▸ Material for this exercise:
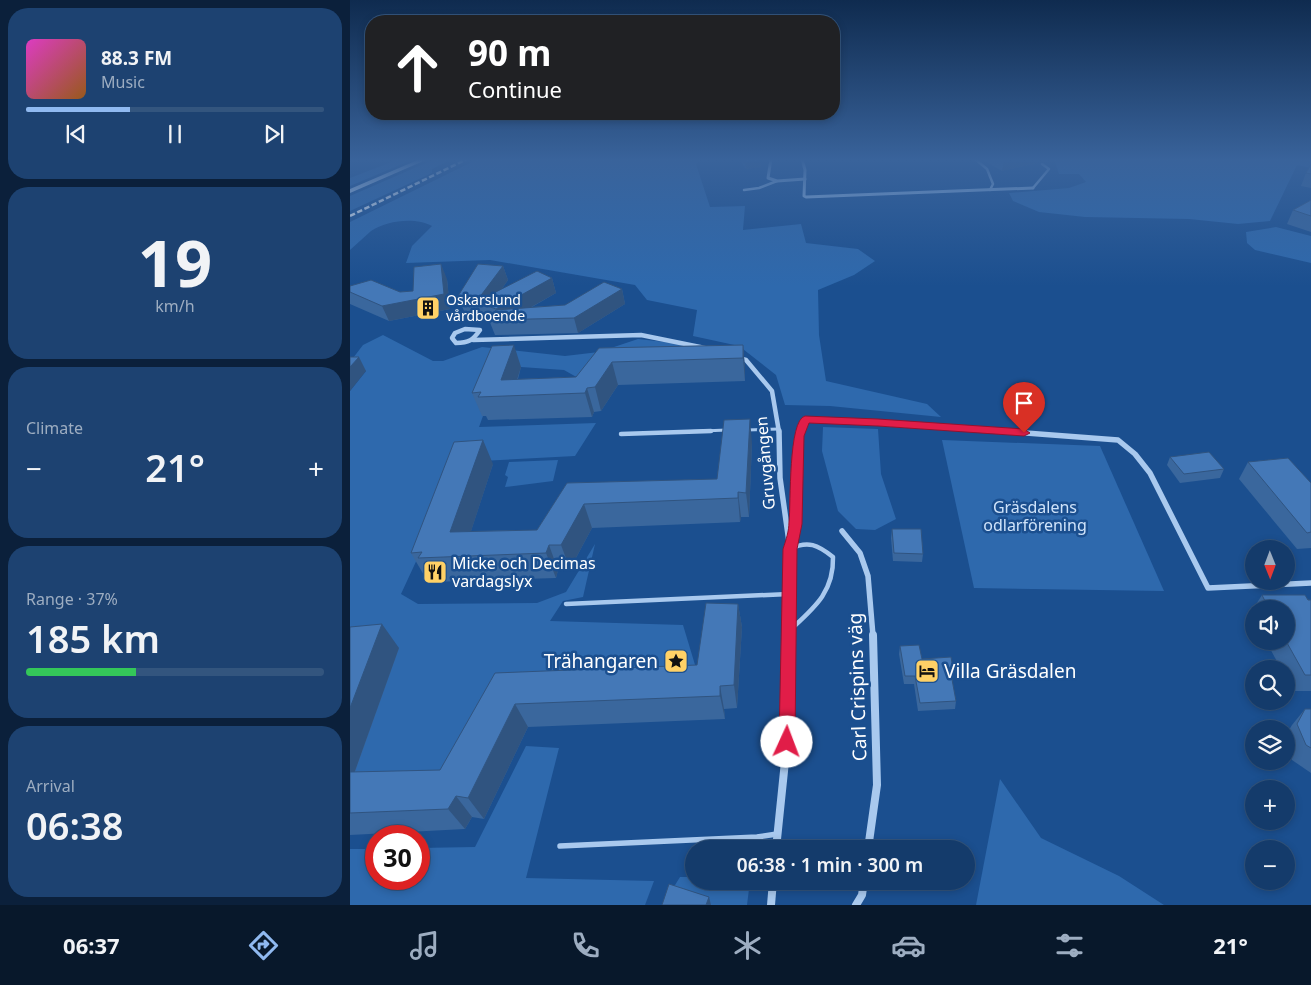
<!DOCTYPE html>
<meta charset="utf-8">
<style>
:root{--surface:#143b6b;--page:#1d4271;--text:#f1f3f6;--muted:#9dadc1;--line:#33557e;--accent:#90b9f0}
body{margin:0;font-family:"Noto Sans",sans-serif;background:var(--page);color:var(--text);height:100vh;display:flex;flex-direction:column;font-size:19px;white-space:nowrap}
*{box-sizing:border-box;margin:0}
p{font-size:16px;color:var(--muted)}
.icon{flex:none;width:28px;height:28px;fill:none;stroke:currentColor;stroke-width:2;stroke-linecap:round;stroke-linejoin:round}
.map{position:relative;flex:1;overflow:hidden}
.sheet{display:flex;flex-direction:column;gap:8px;padding:8px;background:#0b203b;width:350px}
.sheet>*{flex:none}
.top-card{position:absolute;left:15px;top:15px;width:475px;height:105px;border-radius:20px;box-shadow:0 2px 8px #0003,0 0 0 1px var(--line);background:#202124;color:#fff;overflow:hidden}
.needle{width:32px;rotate:179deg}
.tools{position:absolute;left:895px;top:540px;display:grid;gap:10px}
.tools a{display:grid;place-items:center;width:50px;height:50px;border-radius:50%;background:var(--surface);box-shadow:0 2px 8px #0003,0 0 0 1px var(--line);font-size:25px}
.speed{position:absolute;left:15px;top:825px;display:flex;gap:10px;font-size:25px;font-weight:700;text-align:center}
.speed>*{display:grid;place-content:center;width:65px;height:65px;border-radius:50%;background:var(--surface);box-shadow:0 2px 8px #0003,0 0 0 1px var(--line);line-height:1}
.speed .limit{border:8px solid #d22;background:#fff;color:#111}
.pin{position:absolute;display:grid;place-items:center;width:42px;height:42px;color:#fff;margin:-51px -21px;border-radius:50% 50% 50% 0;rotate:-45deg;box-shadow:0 0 5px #0007}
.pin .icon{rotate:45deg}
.me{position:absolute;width:55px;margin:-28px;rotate:2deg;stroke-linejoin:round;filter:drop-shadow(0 0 4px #0008)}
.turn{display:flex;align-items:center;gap:18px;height:105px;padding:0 20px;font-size:22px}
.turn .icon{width:65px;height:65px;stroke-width:2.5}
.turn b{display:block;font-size:35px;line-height:42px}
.big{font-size:38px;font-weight:600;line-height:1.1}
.sheet .card{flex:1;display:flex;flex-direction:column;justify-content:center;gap:8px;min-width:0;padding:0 18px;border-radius:20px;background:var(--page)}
.sheet .dial{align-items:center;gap:0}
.dial b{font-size:65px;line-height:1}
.song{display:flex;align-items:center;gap:15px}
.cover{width:60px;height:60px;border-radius:8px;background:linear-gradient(135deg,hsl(310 70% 55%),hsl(30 70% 35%))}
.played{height:5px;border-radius:2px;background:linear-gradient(90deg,var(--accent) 35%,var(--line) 35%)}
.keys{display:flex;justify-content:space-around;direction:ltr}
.heat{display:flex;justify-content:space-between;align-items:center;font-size:28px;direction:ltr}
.charge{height:8px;border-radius:4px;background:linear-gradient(90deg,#34c759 37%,var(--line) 0)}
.trip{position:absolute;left:335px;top:840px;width:290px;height:50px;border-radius:25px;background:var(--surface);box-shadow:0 2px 8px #0003,0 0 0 1px var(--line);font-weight:600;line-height:50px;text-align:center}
.tabs{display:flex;height:80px;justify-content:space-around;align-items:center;background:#08182b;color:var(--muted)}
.tabs .icon{width:35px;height:35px}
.tabs .active{color:var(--accent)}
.tabs b{font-size:22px;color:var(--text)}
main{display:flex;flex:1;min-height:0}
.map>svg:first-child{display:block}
.green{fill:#2e69ad}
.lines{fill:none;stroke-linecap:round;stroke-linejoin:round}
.lane-far3{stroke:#a9c9ee;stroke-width:2.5}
.lane-far2{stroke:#a9c9ee;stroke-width:3}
.lane-far1{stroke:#a9c9ee;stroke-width:4.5}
.lane{stroke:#a9c9ee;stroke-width:5.5}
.street-far3{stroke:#a9c9ee;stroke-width:3}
.street-far2{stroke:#a9c9ee;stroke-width:4.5}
.street-far1{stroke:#a9c9ee;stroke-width:5.5}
.street{stroke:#a9c9ee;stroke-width:8}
.secondary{fill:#d6e6fa;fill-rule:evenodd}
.rail{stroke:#fff;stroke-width:2.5;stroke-dasharray:5.5 2.5;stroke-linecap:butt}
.wall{fill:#3a679d}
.shaded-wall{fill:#305480}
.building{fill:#4478b7;stroke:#305480}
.route{fill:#e11d48;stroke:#92132f}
.labels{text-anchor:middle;stroke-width:5;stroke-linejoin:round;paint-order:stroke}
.far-poi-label{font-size:14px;fill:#fff;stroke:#1b4f8f;text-anchor:start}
.street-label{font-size:16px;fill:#fff;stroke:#1b4f8f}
.park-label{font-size:16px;fill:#cfe3fa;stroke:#1b4f8f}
.poi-label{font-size:16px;fill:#fff;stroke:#1b4f8f;text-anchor:start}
.near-poi-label{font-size:19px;fill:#fff;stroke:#1b4f8f;text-anchor:end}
.near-street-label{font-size:19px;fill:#fff;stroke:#1b4f8f}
</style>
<main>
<section class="sheet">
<div class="card">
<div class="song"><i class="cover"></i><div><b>88.3 FM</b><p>Music</p></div></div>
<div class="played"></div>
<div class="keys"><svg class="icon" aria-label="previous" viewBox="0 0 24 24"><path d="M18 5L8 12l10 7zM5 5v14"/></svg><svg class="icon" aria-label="pause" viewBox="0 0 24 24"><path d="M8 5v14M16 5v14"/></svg><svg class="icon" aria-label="next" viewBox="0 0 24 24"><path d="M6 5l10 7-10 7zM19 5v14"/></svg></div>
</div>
<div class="card dial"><b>19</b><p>km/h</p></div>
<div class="card"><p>Climate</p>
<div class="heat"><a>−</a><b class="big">21°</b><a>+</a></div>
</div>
<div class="card"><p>Range · 37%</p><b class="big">185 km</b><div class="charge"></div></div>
<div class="card"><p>Arrival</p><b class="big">06:38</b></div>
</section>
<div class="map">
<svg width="961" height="905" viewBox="0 0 961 905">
<rect width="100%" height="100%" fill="#1b4f8f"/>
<g class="green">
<path d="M49,159H64L0,186V178Z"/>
<path d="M85,159H102L82,169V173L0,211V196Z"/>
<path d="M128,159H352L346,164L360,207L395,206L393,230L451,224L456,243L508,249L525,261L504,275L468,290L469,335L476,381L577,404L591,417L480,406L435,405L426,375L389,346L343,336L347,310L297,300L285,285L140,260L56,263L62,246L82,226C66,217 37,220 21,231C14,237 7,244 0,250V222Z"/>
<path d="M704,159H961V168L947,165L920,221L888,224L839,219L735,217L689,212L663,201L659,193L719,188L736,182L729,174H709Z"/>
<path d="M926,227L961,236V263L905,250L897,243L896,232Z"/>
<path d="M33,335L83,361H93L132,347L215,356L249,352L288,339L324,343L352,350L230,379L214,370L171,367L150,369L129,427L246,423L225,456L112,462L51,594L68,604L187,603L216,592L245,544L233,597L213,601L200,621L333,625L352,688L159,696L107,792L0,794V391L16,371L0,362L13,345Z"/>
<path d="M473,427L528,429L531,474L546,519L525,530L506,529L488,511L472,451Z"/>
<path d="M592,440L750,446L814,591L624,588Z"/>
<path d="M208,460L203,481L155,487L158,477L155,475L159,462Z"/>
<path d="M176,746L209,748L176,878L304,881L295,905H0V849H26V879H69V848L125,847Z"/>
<path d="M650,779L691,838L769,876L814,905H626Z"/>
<path d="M330,877H344V881H400L397,905H338L317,898Z"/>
</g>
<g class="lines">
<g class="lane-far3">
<path d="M625,159L637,169L643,184L640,190"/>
<path d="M683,188L699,169L692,164"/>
<path d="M394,190L409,188L427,181"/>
</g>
<g class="lane-far2">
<path d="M396,430L429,429"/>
<path d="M328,432L377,430"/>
</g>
<g class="lane-far1">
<path d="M271,434L361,431"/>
<path d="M440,549C458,540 468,545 483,557C484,592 464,608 440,630"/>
<path d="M216,604L439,594"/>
</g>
<path class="lane" d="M210,846L407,837L427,834"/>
<g class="street-far3">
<path d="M421,159L418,178L427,181L455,179"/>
<path d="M452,159L455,170L454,196L456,197L683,188"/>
</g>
<g class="street-far2">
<path d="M115,329L130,330C123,340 119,343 106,343L102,338L105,333Z"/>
<path d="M123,340L291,335L355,348"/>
<path d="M389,358L396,360L422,391L429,432"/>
<path d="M451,432L455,419L666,432"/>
</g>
<g class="street-far1">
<path d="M429,431L430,478L440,549L439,636"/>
<path d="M648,431L768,440L785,454L800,473L858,588L961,583"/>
<path d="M492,531L510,553L518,576L523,636"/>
<path d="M441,546C447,508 442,468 452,431"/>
</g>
<g class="street">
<path d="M426,849L437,742L439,635"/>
<path d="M518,849L527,785L523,635"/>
<path d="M421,905L423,881"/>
<path d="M506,905L512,895L514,881"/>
</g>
<path class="secondary" d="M70,159H78L0,193V189Z"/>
<path class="rail" d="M0,216L117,159"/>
</g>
<g class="wall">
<path d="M389,159H409L410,161L411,167L396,169Z"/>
<path d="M631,159H696V161L652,171Z"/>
<path d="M961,164V188L951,186L956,173Z"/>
<path d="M961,200V232L937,224L943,210Z"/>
<path d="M153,266L158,280L151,290L202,278L206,293L182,307L215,305L272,289L275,304L228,333L145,335L139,320L114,311L108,296Z"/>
<path d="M97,279L100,309L39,321L0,304V286L50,292L63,291Z"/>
<path d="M393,345L395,368V381L268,385L251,411L244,412L242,417L138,420L136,416H132L122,393L171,367L168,379L226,377L249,348Z"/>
<path d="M402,443L399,517H391L390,522L242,528L220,569L208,570L206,578L82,582L78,576L75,577L61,553L143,464L121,531L187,530L217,483L367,479Z"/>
<path d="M820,457L874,469L870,478L830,483L817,465Z"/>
<path d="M898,462L961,483V548L947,549L889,479Z"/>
<path d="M542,529L573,554L572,562L543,561L541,538Z"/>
<path d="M912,595L961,600V691H942L936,680V669H931L916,641H936V609H904V617L901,612Z"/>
<path d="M388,604L392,627L387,708L374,709L375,719L178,727L134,819L122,817L115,829L0,835V627L49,648L5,772L90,770L145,673L347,665Z"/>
<path d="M550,646L572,659L604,674L602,682L606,701L605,709L568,711L564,684H554L549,654Z"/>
<path d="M955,709H961V773L942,760L936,746V735L942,725Z"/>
</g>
<g class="shaded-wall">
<path d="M656,159H696V161L652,171L654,160Z"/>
<path d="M410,161L411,167L396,169L395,163Z"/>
<path d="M91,264L97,279L100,309L39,321L32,306L94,294Z"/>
<path d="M153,266L158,280L139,307L126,302L131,317L126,302Z"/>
<path d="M202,278L206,293L160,319L146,309Z"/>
<path d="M272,289L275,304L228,333L224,318Z"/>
<path d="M164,345L171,367L162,396L151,380Z"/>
<path d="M393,345L395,368V381L393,358Z"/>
<path d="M9,357L16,371L0,391V367Z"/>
<path d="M262,362L268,385L251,411L245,387Z"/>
<path d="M237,388L244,412L242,417L235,393Z"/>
<path d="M400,419L402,443L399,517L396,493Z"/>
<path d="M133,440L143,464L113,556L100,532Z"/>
<path d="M388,492L391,517L390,522L388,498Z"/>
<path d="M234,504L242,528L220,569L211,545Z"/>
<path d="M199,545L208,570L206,578L196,553Z"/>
<path d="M388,604L392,627L387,708L384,685Z"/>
<path d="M32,624L49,648L0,785V708Z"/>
<path d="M370,686L374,709L375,719L370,696Z"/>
<path d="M165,704L178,727L134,819L118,798Z"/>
<path d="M106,796L122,817L115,829L98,809Z"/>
<path d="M359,897L361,905H356Z"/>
</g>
<g class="building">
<path d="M393,159H409L410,161L395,163Z"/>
<path d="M961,164V174L956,173Z"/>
<path d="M961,200V216L943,210Z"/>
<path d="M91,264L94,294L32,306L0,292V286L21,280L50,292L63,291L64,267Z"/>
<path d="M128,264L153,266L126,302L108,296Z"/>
<path d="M187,271L202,278L146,309L126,302Z"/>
<path d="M254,282L272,289L224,318L139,320L146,310L215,305Z"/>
<path d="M164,345L151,380L226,377L249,348L393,345V358L262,362L245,387L237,388L235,393L128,397L131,392L122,393L142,346Z"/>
<path d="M0,357H9L0,367Z"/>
<path d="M400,419L396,493L388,492V498L234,504L211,545H199L196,553L68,558L72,552L61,553L104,442L133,440L100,532L187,530L217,483L367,479L374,420Z"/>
<path d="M859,452L874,469L834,474L820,457Z"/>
<path d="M938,458L961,483V532L957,533L898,462Z"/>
<path d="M542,529H571L573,554L544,553Z"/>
<path d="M912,595H955L958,600H961V675H955L936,641V609H919Z"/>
<path d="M356,603L388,604L384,685L370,686V696L165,704L118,798L106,796L98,809L0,813V772L90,770L145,673L347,665Z"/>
<path d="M32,624L0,708V627Z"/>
<path d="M569,645L572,659L601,657L604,674H601L606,701L570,703L565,676H555L550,646Z"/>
<path d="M955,709H961V748L956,745L947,724Z"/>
<path d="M319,884L359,897L356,905H312Z"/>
</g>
<linearGradient id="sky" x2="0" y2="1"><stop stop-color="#0f2b4f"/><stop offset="0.56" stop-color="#39639b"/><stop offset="1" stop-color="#39639b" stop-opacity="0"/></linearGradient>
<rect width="961" height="286" fill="url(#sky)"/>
<path class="route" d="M455,416L528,419L674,429L680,433L674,436L528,426L459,423L454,436L452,524L447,549L445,742L443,748L437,750L431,748L429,742L433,549C436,540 439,531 439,522C441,504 438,420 455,416Z"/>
<defs>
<g id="building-square" transform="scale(1.25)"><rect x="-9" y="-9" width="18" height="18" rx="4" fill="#ffd166" stroke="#1b4f8f"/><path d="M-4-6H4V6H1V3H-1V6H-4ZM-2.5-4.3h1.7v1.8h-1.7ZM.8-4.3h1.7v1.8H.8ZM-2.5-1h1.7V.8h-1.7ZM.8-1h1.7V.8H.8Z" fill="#111"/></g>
<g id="restaurant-square" transform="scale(1.25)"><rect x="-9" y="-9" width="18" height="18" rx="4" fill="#ffd166" stroke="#1b4f8f"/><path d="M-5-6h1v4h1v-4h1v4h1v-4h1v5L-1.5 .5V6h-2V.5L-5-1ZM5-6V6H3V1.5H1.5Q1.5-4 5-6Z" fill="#111"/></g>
<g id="sight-square" transform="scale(1.25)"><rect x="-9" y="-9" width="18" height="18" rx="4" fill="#ffd166" stroke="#1b4f8f"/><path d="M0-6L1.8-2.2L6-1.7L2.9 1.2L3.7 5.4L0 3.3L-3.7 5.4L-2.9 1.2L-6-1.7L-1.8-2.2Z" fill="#111"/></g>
<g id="hotel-square" transform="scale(1.25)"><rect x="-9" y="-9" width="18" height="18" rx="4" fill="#ffd166" stroke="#1b4f8f"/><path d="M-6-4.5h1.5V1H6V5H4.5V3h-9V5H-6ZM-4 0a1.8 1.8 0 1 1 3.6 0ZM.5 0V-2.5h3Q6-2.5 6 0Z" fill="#111"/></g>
</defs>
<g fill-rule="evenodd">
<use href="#building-square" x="78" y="308"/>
<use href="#restaurant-square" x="85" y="572"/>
<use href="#sight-square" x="326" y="661"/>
<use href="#hotel-square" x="577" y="671"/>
</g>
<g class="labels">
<g class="far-poi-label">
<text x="96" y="305">Oskarslund<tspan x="96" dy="16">vårdboende</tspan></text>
</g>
<g class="street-label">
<text transform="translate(415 463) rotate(-95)" y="6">Gruvgången</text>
</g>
<g class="park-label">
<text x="685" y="513">Gräsdalens<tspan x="685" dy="18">odlarförening</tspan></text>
</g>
<g class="poi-label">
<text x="102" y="569">Micke och Decimas<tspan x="102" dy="18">vardagslyx</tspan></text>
</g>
<g class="near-poi-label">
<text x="308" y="668">Trähangaren</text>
<text x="594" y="678" text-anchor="start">Villa Gräsdalen</text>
</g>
<g class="near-street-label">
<text transform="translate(507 687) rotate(-92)" y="7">Carl Crispins väg</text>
</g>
</g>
</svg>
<div class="tools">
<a><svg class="needle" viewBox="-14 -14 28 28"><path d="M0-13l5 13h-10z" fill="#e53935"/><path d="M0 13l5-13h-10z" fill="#9dadc1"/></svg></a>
<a><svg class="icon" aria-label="sound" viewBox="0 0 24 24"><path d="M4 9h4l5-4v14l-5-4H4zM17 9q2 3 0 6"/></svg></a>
<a><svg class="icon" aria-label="search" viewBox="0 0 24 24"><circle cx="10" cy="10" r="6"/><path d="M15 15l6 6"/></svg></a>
<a><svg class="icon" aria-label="layers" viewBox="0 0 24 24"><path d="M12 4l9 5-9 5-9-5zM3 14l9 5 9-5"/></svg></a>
<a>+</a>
<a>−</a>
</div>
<div class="speed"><div class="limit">30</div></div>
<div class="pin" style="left:674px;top:433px;background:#d93025"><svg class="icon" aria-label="arrive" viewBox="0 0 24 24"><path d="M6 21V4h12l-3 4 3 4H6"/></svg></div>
<svg class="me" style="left:437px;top:742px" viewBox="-20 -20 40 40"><circle r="19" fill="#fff"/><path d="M0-13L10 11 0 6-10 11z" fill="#e11d48"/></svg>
<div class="trip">06:38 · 1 min · 300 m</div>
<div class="top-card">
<div class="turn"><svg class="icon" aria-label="ahead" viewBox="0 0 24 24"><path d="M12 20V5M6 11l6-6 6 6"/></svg><div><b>90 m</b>Continue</div></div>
</div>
</div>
</main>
<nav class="tabs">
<b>06:37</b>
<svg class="icon active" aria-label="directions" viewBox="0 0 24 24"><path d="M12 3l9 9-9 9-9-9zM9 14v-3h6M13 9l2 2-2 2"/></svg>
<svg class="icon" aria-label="music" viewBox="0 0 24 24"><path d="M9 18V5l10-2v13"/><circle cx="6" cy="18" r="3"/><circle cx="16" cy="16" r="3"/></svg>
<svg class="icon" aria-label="phone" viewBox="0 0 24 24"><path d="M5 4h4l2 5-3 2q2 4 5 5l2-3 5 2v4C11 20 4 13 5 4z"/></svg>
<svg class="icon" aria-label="climate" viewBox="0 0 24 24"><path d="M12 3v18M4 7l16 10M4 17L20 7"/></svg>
<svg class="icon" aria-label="car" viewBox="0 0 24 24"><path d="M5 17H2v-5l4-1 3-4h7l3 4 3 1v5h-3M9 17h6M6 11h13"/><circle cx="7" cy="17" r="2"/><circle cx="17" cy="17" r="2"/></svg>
<svg class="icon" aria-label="filters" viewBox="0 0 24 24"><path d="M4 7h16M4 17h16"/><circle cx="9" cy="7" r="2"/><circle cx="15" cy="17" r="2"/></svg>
<b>21°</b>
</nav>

▸ Prompt:
Wherever the string "hidden" occurs in the records above, copy that line.

▸ Answer area:
.map{position:relative;flex:1;overflow:hidden}
.top-card{position:absolute;left:15px;top:15px;width:475px;height:105px;border-radius:20px;box-shadow:0 2px 8px #0003,0 0 0 1px var(--line);background:#202124;color:#fff;overflow:hidden}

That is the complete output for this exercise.